Every year we hear the tragic tales of individuals who perished after getting lost on what should have been an uneventful mountain hike, skiing trip, or other mountainous adventure of some sort. Now, the iPhone 3GS is being modified into a potentially life saving device to help wayward individuals find their way back to safety. Or at least find a bathroom.
Geek.com is providing coverage of the new app's release. Dubbed "REALSKI," the application enables users to scan their surroundings using their iPhone 3GS. Thanks to the miracle of augmented reality, digital graphics appear over the landscape to reveal specific information and vital details about nearby trails and virtually everything else in your immediate surroundings - even if it's covered in snow and invisible to the naked eye.

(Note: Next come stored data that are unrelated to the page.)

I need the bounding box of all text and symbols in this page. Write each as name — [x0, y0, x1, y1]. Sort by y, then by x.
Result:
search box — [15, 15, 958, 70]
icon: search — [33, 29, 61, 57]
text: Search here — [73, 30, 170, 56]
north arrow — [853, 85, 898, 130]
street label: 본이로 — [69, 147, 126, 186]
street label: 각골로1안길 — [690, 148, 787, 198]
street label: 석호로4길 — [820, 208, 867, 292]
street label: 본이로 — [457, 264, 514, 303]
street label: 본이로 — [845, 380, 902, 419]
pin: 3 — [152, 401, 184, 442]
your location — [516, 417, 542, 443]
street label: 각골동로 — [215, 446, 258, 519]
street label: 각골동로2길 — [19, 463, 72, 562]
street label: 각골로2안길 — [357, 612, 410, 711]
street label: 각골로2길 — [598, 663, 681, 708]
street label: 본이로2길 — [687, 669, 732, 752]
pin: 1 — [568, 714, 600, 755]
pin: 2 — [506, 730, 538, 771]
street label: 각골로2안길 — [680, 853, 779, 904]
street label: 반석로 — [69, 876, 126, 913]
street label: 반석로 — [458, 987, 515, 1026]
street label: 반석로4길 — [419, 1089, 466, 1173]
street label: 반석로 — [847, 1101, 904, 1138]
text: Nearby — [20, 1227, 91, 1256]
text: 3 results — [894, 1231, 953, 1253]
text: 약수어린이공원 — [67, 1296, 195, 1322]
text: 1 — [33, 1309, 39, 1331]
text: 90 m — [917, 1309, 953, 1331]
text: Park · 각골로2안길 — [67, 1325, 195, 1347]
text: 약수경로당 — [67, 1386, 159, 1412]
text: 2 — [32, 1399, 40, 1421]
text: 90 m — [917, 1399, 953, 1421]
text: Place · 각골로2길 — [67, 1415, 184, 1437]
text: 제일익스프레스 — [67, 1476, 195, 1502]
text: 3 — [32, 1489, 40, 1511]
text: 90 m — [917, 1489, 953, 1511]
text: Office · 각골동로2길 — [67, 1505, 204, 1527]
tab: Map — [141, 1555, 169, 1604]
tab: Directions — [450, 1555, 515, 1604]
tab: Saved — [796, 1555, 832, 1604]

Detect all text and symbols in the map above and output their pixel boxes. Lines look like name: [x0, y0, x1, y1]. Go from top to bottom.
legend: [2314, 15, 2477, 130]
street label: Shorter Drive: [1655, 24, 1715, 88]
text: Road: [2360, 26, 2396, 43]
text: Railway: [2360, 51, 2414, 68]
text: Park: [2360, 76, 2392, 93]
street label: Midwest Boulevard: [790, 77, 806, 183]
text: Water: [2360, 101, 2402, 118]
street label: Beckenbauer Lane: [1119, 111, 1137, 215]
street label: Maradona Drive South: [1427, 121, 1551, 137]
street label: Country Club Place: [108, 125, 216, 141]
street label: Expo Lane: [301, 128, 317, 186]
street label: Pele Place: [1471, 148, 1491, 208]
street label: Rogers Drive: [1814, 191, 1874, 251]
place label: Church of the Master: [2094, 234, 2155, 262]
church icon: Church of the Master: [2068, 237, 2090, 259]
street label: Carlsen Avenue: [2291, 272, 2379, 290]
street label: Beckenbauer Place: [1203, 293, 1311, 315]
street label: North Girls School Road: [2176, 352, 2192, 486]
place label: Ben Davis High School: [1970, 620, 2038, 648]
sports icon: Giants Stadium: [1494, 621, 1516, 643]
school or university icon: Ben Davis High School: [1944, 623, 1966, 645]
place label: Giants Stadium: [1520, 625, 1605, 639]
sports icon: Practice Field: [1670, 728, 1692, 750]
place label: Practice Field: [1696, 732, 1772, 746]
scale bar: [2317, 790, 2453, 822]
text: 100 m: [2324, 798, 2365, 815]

If you are an avid skier who is looking to hit the slopes this season you may want to check out a new application called REALSKI by Resort Technology Partners (RTP). The Colorado-based company is offering an iPhone 3GS application which gives skiers valuable information when it comes to navigating popular ski resorts. The initial version of the app will have five resorts including Killington, Copper Mountain, Deer Valley, Northstar-at-Tahoe and Stevens Pass.
The best way to describe the experience for skiers using the app is to recall how television viewers watching the NHL were able to follow the movement of the fast-moving puck by way of a digital tracer that outlined its trajectory and presence at all times. Today, similar technology enables the iPhone 3GS to provide details and outlines of trails and other surrounding landmarks in your presence.
RTP has to be happy to be one of the first out of the gate, pun intended, to offer an augmented reality (AR) app for mountain resorts. Considering the capabilities of the iPhone 3GS we will no doubt see more of these AR apps hit the app store.
I found it kind of humorous that the developer made it a point to remind skiers not to use the app while actually skiing in its press release.